### Dataset entries
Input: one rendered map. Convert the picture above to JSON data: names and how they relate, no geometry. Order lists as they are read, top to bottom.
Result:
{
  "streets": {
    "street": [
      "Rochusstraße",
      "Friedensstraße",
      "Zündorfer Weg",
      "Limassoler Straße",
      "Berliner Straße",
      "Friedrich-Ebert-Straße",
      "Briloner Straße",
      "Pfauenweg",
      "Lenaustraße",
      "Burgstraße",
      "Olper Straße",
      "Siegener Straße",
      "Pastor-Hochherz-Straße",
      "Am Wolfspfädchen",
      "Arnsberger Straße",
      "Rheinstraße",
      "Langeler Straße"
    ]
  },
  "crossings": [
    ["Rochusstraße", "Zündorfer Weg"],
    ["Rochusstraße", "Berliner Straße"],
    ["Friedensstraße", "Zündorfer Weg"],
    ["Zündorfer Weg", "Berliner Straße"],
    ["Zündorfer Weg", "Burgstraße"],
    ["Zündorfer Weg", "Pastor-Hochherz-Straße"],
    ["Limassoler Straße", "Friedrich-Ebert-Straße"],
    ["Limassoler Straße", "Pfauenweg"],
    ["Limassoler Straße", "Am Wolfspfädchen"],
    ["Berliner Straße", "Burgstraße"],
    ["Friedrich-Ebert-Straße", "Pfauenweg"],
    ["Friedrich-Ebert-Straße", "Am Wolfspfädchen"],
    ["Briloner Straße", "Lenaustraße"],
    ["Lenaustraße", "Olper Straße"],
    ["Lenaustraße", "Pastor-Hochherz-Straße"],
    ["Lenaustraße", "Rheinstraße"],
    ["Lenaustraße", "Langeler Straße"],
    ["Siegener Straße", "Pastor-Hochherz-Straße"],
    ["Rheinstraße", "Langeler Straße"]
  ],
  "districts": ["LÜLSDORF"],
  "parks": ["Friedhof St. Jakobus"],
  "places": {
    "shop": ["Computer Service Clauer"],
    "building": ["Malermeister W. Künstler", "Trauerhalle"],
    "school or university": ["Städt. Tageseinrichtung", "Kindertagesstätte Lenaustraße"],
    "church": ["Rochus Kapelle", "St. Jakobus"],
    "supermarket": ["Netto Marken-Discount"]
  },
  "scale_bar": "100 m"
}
######
Work order
Set aside each line above that includes the string "Siegener" and report it.

Result
      "Siegener Straße",
    ["Siegener Straße", "Pastor-Hochherz-Straße"],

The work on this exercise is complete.